Cowart no respondió.
– ¿Y cree usted que puede escribir algo así sin tener ninguna prueba?
– Joanie Shriver -repitió Cowart.
– Adiós a Joanie Shriver, señor Cowart. Hace mucho que se fue. Será mejor que empiece a entenderlo. Y también que se lo haga entender a su amigo Tanny Brown.
Cowart continuaba de pie detrás del escritorio. Se inclinó sobre la mesa, agarrándose a los bordes para mantener el equilibrio.
– Escribiré ese artículo y usted sabe que lo haré, ¿verdad?
Ferguson no contestó.
– Lo publicaré todo en el periódico. Todas las falsedades, todas las mentiras, todas y cada una de ellas. Usted podrá negarlo y renegarlo, pero sabe qué ocurrirá.
– ¿Qué?
– Que funcionará. Yo me hundiré. Tal vez Tanny Brown se hunda también. Pero ¿sabe qué le ocurrirá a usted, Bobby Earl?
– Cuénteme -pidió con frialdad.
– No irá a la cárcel. En eso tiene razón. No hay pruebas suficientes y muchas personas lo creerán cuando diga que todo ha sido un montaje. Lo creerán incluso cuando diga que es inocente. La mayoría de la gente me culpará a mí y a la policía, y se unirán para apoyarlo. Se lo aseguro.

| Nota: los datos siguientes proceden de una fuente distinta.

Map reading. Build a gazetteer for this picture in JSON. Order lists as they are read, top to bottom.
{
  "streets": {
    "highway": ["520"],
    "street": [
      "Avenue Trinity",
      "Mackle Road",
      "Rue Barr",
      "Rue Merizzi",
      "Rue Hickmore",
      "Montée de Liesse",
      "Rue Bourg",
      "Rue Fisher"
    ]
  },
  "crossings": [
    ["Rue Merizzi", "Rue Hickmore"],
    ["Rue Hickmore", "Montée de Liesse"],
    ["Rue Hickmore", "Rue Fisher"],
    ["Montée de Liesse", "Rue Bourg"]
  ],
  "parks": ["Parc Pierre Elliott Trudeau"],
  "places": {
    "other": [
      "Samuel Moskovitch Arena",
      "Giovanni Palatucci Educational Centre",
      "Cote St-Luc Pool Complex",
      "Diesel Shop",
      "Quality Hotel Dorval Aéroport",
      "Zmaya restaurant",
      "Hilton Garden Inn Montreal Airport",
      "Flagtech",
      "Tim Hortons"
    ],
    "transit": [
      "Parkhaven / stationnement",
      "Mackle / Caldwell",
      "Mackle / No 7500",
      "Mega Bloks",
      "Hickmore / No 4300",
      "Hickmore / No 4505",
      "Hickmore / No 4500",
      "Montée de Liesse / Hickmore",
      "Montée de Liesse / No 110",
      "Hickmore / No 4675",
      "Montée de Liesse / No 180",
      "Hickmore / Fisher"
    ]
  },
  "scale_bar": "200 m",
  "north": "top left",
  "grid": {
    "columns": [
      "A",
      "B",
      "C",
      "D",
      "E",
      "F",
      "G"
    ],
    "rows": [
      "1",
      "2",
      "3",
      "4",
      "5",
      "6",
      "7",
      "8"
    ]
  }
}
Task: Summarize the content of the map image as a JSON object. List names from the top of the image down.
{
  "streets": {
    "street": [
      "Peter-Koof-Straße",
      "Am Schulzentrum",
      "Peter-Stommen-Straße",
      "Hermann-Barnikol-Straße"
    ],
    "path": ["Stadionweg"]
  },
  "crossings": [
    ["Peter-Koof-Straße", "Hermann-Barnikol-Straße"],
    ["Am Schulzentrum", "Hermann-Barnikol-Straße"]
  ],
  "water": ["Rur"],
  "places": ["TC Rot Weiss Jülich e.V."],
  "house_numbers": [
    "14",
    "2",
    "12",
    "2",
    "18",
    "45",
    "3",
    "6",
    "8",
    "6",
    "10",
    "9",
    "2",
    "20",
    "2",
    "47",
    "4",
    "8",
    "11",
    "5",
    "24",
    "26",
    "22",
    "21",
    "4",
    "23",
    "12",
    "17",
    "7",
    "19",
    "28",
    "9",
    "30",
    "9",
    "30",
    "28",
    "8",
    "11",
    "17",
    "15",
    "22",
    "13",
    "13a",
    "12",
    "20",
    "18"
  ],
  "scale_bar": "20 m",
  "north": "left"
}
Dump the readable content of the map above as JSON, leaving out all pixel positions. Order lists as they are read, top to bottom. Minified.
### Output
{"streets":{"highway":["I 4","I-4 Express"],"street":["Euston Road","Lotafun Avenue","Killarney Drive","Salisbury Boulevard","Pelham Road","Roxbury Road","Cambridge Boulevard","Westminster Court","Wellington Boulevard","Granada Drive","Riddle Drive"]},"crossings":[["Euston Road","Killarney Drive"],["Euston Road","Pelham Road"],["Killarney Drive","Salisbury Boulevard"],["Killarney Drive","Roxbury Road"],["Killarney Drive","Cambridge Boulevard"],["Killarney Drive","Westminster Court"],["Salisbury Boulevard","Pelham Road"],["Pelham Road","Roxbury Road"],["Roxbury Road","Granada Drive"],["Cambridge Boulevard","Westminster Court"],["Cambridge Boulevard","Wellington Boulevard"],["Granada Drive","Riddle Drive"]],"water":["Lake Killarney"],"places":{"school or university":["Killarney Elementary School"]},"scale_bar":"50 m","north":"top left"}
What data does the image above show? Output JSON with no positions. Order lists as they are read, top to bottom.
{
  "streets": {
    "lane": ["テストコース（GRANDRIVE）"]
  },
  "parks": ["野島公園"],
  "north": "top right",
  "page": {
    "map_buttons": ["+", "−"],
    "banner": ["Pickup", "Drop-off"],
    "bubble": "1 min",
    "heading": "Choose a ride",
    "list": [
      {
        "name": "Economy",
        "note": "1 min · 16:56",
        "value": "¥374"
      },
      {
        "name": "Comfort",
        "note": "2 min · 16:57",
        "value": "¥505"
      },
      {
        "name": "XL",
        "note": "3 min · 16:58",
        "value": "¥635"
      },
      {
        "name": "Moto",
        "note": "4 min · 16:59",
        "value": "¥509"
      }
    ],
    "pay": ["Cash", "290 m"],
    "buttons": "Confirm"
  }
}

Ferguson lo animó a seguir con un gesto.
– Pero ¿sabe qué va a perder? El anonimato.
Ferguson se encogió de hombros y el otro continuó:
– Vamos, Bobby Earl. ¿Sabe qué se hace cuando uno tiene un gato al que le gusta cazar? ¿Al que le gusta matar pájaros y ratones y luego arrastrarlos hasta su confortable casa? Uno le pone un cascabel para que, por muy listo y sigiloso que sea, no pueda volver a acercarse a ningún pobre estornino.
Ferguson entornó los ojos.
– ¿Cree que esas respetables iglesias continuarán pidiéndole que dé su bonita charla si todavía pesa sobre usted la menor sombra de sospecha? ¿No cree que tal vez puedan encontrar algún otro orador? ¿Alguien de quien no sospechen que puede merodear por ahí y volver en otra ocasión para arrebatarles a una niña que pasee por la calle?
Cowart vio que Ferguson se crispaba.
– Y la policía, Bobby Earl. Piense en la policía. Siempre les quedará la duda, ¿no es así? Y cuando ocurra algo, porque ocurrirá, ¿verdad?, cuando ocurra le seguirán la pista. ¿Cuántas veces cree que puede hacerlo sin cometer ningún error? Olvidar algo. Tal vez ser visto. Sólo es cuestión de esperar ese momento. Si comete el más mínimo error, el mundo entero se le echará encima y no logrará levantar la cabeza hasta que vuelva al sitio donde tuvimos nuestra primera entrevista. Y en esa ocasión no habrá ningún redactor del Miami Journal que lo ayude a salir.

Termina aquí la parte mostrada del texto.